Night Gallery is pleased to host an exhibition honoring the life and work of the late Los Angeles artist Miyoshi Barosh (1959–2019), held in tandem with exhibitions by Luis de Jesus Gallery and The Pit.
Over the last fifteen years, Miyoshi Barosh made her work with humor and dystopian irony in a style she called “Conceptual Pop,” with an emphasis on cultural blindness toward death, decay, and the disintegration of both utopian social constructs and ultimately the individual body itself. Barosh saw her work as “a manifestation of competing emotions around cultural conceits and identity politics through a handmade carnivalesque, a mischievous confrontation." Given her untimely death in 2019, her message is made even more poignant, if not tragic, because she lived it.
Night Gallery's exhibition highlights Barosh's use of vernacular craft processes and folk traditions in combination with digital technologies, made with both comic irony and heartfelt sincerity. These include the cartoonish "Large Legs," 2014, a site-specific installation first shown in the window at the Craft in America Center in Los Angeles, and "Holey America," 2005, made after Katrina as an embodiment of physical and cultural destruction.

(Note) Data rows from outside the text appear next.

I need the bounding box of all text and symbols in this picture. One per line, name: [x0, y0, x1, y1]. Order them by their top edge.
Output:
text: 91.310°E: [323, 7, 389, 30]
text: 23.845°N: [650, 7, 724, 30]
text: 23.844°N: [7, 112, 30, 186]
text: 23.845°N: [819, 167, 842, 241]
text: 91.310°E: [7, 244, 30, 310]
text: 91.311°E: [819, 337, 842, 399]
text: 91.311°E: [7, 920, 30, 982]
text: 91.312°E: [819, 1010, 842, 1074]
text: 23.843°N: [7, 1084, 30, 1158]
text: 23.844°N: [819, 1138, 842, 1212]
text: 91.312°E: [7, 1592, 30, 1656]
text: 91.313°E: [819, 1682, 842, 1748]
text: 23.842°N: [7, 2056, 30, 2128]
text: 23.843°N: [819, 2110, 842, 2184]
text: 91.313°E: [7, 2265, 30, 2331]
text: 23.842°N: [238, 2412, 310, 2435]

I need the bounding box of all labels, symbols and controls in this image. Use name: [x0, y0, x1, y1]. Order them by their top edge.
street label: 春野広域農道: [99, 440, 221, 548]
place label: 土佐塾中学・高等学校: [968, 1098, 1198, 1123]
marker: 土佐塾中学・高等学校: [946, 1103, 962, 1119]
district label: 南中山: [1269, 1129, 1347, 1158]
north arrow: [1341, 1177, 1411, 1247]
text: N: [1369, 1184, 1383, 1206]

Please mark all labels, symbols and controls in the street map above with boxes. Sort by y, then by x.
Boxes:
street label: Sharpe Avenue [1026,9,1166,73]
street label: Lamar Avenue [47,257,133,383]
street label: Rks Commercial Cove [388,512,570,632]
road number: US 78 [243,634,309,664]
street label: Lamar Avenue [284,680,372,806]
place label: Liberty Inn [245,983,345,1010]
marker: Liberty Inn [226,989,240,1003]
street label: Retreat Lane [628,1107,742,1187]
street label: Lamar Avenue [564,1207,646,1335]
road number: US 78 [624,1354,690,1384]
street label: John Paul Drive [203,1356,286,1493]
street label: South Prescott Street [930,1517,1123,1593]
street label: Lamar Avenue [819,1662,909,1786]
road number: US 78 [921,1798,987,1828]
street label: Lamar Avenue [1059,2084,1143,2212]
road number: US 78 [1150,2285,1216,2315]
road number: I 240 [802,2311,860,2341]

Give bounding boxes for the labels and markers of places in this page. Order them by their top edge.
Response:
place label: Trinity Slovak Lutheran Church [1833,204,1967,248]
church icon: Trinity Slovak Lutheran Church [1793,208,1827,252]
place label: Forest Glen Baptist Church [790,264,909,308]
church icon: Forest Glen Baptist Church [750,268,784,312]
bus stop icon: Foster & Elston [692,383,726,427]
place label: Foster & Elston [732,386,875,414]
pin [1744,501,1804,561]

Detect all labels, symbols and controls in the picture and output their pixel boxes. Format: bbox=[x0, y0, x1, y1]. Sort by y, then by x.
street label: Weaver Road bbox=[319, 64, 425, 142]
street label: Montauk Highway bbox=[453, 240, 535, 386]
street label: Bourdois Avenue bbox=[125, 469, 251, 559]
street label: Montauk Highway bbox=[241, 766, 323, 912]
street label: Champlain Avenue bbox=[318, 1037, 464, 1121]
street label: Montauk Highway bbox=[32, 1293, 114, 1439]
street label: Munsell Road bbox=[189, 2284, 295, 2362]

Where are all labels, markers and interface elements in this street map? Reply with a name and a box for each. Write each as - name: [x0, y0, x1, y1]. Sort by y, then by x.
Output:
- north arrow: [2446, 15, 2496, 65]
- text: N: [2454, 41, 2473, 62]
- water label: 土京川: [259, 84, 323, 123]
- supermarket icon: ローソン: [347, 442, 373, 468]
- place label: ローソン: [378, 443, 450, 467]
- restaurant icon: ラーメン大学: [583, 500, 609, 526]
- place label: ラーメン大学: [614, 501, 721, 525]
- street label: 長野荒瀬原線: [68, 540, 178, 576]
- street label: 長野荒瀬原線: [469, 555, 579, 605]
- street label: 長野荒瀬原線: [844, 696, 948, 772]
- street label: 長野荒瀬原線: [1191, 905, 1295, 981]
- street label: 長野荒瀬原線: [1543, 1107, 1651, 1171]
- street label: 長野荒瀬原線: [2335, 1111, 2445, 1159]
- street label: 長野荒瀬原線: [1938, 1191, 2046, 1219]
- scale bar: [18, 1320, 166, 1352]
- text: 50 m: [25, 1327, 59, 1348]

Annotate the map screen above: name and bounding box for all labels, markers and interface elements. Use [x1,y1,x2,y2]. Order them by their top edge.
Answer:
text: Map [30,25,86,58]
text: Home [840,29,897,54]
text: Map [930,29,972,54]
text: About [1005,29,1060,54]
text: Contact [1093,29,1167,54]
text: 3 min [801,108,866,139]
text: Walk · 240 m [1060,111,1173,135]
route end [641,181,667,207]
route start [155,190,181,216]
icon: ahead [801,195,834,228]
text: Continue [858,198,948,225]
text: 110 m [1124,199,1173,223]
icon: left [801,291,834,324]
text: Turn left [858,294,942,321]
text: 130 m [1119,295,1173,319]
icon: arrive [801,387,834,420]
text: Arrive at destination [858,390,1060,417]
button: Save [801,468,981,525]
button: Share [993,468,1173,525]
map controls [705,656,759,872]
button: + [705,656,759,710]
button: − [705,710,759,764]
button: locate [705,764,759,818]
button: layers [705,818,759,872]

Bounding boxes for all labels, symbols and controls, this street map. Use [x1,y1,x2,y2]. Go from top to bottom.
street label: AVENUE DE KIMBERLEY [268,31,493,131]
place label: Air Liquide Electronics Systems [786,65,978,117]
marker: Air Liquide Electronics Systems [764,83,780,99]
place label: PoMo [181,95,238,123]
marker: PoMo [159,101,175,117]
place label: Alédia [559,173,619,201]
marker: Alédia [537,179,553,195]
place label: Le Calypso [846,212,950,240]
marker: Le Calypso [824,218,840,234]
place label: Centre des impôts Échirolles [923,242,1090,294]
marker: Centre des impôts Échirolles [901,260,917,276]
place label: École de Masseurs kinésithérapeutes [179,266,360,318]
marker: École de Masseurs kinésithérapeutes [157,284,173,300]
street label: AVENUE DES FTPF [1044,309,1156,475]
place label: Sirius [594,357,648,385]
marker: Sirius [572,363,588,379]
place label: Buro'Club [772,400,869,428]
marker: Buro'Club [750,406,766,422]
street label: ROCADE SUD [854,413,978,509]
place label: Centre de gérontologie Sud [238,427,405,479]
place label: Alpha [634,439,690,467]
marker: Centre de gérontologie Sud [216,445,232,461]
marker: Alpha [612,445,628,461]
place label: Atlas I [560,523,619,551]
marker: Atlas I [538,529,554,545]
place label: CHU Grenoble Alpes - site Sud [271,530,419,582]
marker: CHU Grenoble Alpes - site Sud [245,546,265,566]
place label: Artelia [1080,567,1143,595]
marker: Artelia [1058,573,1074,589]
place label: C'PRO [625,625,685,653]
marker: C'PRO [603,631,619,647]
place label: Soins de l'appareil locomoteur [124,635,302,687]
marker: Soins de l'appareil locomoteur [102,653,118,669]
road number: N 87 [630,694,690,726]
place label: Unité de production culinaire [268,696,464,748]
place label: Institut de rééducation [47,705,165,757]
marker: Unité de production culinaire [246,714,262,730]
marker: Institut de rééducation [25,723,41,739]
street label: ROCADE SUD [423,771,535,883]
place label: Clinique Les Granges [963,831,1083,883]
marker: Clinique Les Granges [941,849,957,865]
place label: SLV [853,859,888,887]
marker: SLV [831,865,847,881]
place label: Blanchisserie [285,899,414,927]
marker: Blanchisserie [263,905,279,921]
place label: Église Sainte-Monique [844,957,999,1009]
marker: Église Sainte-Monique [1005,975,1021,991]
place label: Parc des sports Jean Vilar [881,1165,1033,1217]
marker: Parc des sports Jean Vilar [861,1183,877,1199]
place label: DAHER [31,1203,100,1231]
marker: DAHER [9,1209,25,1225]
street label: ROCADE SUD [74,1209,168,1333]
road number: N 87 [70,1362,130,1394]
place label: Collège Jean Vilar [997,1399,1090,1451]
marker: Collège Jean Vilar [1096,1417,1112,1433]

In speaking about her work, Barosh said, “Questions of value, including perceived aesthetic value, are part of the narrative. Ideas about originality and authenticity are mocked while pointing to larger cultural failures that have to do with consumption and ecological disaster. I talk about materialism, accepted notions of value, and resulting anxieties through my work—subjects that are relevant to everyone. While socio-economic questions are raised around ideas about women’s labor and value in the use of craftwork, ‘value’ also becomes a projection of ourselves onto things like cute animals on the Internet, mythic American landscapes, and the built environment.”